Arthur Lazzaretti created THRIFT-5928:
-----------------------------------------
Summary: skip() call on unknown binary field fails deserialization
instead of graceful skipping over field
Key: THRIFT-5928
URL: https://issues.apache.org/jira/browse/THRIFT-5928
Project: Thrift
Issue Type: Bug
Components: Rust - Library
Affects Versions: 0.21.0, 0.17.0
Reporter: Arthur Lazzaretti
*TInputProtocol::skip_till_depth()* fails when skipping a field that contains
non-UTF-8 binary data.
In *src/protocol/mod.rs*, the *TType::String* branch calls *read_string()*:
{noformat}
TType::String => self.read_string().map(|_| ()),{noformat}
*read_string()* internally does *read_bytes()* followed by
*String::from_utf8()*, which rejects any byte sequence that is not valid UTF-8.
Since *string* and *binary* share the same wire type (*TType::String = 11*),
*skip()* cannot distinguish between them.

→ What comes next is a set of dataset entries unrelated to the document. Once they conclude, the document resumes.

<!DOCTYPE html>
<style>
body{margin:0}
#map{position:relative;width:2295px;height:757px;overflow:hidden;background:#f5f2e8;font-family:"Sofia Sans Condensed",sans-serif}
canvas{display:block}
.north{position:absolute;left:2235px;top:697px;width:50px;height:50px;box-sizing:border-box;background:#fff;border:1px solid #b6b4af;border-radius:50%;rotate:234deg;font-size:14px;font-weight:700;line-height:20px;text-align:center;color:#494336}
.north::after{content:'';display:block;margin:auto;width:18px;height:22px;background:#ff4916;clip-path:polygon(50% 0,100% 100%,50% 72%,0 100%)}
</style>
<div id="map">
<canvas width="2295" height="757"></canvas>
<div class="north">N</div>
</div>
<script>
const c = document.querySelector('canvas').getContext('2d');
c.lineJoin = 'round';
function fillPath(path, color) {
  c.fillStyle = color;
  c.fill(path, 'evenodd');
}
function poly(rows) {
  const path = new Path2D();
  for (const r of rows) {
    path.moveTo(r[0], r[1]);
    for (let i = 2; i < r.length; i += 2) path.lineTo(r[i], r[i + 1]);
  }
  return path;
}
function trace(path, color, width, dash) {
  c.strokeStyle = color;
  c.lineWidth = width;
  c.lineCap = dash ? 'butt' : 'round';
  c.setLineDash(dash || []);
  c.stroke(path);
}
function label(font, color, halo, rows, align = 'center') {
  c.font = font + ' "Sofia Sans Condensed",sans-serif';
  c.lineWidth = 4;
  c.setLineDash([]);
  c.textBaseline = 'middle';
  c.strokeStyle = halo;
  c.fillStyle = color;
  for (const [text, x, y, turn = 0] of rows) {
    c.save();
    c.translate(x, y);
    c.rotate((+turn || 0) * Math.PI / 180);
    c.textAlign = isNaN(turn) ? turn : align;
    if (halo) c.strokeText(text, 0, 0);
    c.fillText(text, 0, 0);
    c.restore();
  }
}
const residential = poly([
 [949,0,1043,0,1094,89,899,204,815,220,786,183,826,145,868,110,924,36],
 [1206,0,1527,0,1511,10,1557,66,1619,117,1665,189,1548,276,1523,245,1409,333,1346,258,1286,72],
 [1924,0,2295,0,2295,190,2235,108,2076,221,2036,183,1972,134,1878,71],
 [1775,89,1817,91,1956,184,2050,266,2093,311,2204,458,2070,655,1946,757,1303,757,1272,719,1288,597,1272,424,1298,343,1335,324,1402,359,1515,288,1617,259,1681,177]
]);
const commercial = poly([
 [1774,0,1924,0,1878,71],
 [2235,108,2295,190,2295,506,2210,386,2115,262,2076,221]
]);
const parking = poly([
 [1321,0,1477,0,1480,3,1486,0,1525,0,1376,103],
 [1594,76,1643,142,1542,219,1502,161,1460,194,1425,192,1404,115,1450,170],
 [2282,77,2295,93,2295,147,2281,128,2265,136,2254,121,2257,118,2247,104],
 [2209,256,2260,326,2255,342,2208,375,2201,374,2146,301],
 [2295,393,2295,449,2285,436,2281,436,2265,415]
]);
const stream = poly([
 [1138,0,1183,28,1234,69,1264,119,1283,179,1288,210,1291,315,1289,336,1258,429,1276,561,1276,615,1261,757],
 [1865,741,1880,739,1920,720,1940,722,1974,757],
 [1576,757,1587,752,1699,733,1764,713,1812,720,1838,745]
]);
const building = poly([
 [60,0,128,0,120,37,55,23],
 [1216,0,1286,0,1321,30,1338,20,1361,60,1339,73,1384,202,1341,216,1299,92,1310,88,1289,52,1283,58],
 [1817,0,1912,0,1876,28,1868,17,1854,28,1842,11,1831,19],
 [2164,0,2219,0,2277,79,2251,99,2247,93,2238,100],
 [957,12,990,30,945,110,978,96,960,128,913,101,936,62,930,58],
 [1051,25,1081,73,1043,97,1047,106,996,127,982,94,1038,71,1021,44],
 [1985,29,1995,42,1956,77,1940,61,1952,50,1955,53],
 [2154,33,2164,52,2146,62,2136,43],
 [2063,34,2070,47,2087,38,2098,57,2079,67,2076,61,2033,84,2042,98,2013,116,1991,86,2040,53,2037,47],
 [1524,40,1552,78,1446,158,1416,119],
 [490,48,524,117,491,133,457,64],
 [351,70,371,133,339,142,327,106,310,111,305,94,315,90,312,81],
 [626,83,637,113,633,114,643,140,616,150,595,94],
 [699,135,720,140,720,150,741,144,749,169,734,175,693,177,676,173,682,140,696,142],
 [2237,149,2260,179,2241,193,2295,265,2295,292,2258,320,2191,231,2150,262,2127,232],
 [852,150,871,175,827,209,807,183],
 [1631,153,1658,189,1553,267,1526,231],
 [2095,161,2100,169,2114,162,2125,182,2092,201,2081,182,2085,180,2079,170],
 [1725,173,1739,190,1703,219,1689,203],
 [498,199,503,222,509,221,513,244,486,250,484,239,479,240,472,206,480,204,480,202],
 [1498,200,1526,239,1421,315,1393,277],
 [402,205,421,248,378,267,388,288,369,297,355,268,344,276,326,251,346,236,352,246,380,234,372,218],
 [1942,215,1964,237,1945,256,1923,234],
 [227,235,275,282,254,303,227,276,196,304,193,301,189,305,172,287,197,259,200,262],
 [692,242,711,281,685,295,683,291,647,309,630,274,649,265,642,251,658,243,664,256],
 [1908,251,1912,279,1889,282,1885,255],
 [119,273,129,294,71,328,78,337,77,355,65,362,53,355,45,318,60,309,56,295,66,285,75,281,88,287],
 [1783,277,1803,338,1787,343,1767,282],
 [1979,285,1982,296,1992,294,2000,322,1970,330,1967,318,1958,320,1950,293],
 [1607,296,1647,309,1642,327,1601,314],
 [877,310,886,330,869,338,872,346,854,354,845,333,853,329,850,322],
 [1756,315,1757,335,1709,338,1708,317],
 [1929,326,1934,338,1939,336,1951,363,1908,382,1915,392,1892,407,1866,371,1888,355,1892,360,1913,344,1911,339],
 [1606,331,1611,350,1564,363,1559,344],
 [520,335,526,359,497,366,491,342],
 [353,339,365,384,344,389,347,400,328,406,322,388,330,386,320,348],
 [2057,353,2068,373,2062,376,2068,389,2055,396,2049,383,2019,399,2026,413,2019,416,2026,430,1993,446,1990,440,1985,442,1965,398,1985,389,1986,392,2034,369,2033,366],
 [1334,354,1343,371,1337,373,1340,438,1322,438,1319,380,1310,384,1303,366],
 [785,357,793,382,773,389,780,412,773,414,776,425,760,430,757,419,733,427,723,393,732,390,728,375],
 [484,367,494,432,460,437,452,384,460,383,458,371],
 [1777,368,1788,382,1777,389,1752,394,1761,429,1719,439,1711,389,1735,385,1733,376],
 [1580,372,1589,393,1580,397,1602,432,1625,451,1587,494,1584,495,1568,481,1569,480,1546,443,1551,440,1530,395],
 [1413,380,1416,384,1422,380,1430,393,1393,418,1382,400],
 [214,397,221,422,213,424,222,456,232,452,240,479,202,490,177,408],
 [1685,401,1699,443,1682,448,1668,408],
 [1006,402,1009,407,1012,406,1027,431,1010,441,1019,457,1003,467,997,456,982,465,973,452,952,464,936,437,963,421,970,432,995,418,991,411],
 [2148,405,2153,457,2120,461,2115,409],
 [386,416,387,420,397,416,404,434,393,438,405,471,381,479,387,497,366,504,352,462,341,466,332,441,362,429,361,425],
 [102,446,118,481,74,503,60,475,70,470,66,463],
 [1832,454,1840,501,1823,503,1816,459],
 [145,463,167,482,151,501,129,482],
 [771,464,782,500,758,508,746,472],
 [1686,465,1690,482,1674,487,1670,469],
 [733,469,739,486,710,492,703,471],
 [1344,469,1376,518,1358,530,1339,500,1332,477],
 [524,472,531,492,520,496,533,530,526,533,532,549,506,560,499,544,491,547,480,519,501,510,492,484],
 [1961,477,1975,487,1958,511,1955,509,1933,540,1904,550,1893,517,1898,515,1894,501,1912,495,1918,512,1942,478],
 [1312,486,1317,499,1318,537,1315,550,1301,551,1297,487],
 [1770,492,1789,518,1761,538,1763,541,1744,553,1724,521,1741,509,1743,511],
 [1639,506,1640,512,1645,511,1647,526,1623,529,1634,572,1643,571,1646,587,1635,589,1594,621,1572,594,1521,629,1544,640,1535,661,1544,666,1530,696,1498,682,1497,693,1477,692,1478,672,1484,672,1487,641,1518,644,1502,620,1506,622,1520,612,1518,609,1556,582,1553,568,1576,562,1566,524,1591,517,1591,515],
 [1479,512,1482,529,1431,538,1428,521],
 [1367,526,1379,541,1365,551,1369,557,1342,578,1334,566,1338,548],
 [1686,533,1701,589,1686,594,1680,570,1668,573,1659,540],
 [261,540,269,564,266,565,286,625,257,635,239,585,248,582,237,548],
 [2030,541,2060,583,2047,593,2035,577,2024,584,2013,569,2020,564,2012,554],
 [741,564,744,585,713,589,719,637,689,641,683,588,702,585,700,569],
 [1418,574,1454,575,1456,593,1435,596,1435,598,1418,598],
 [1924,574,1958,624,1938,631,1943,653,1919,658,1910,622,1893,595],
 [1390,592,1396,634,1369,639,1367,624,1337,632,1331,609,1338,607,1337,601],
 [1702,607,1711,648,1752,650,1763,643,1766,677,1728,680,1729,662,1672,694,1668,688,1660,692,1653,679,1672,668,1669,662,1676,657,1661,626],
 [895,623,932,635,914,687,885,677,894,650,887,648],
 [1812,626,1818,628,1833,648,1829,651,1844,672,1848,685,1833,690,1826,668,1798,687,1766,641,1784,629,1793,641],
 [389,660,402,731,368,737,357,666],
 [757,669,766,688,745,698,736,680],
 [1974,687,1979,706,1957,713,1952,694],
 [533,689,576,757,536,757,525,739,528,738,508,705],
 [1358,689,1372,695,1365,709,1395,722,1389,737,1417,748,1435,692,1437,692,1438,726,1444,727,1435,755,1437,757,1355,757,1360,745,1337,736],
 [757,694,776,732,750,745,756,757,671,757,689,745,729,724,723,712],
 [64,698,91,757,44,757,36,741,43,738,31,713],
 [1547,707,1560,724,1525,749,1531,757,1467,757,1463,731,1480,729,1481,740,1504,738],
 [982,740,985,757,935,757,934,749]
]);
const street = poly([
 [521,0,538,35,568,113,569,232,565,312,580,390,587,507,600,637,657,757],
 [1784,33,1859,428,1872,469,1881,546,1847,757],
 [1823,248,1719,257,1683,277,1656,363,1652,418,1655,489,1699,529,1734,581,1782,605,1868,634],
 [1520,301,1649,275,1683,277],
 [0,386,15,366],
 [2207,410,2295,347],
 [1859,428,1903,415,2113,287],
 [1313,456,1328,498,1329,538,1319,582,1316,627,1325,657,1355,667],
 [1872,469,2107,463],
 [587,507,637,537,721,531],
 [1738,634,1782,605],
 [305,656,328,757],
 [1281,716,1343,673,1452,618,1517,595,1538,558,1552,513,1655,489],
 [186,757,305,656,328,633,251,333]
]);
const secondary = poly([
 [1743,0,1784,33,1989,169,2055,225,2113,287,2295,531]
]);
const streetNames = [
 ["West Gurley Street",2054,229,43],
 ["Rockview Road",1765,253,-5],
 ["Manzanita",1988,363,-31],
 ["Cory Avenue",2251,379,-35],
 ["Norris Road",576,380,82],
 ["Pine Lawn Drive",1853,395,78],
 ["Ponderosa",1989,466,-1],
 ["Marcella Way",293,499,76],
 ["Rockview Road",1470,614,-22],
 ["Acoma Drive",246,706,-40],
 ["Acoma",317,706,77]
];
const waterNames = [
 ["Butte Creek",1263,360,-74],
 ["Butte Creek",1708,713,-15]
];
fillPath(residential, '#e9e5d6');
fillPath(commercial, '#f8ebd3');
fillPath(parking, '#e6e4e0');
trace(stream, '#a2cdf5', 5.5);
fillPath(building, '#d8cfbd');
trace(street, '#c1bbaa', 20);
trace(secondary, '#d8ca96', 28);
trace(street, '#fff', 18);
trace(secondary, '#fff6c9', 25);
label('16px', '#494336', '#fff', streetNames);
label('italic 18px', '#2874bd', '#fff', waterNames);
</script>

When it encounters a binary field
containing raw bytes. it produces:
{noformat}
ProtocolError { kind: InvalidData, message: "invalid utf-8 sequence of 1 bytes
from index 1" }{noformat}
***When this triggers:*** Any time a newer schema adds a *binary* field to a
Thrift struct - if an older client tries to deserialize the new field it
doesn't recognize, it hits this from the *skip()* path in
*read_from_in_protocol*
***Fix:*** Inside {*}skip_till_depth(){*}, replace:
{noformat}
TType::String => self.read_string().map(|_| ()){noformat}
with
{noformat}
TType::String => self.read_bytes().map(|_| ()){noformat}
This is safe because:
- The result is discarded immediately (*.map(|_| ())*)
- *read_string()* is *read_bytes()* + *String::from_utf8()* — both consume
identical wire bytes
- No behavioral change for valid UTF-8 string data
- No effect on parsing of known fields, which use their own typed readers
--
This message was sent by Atlassian Jira
(v8.20.10#820010)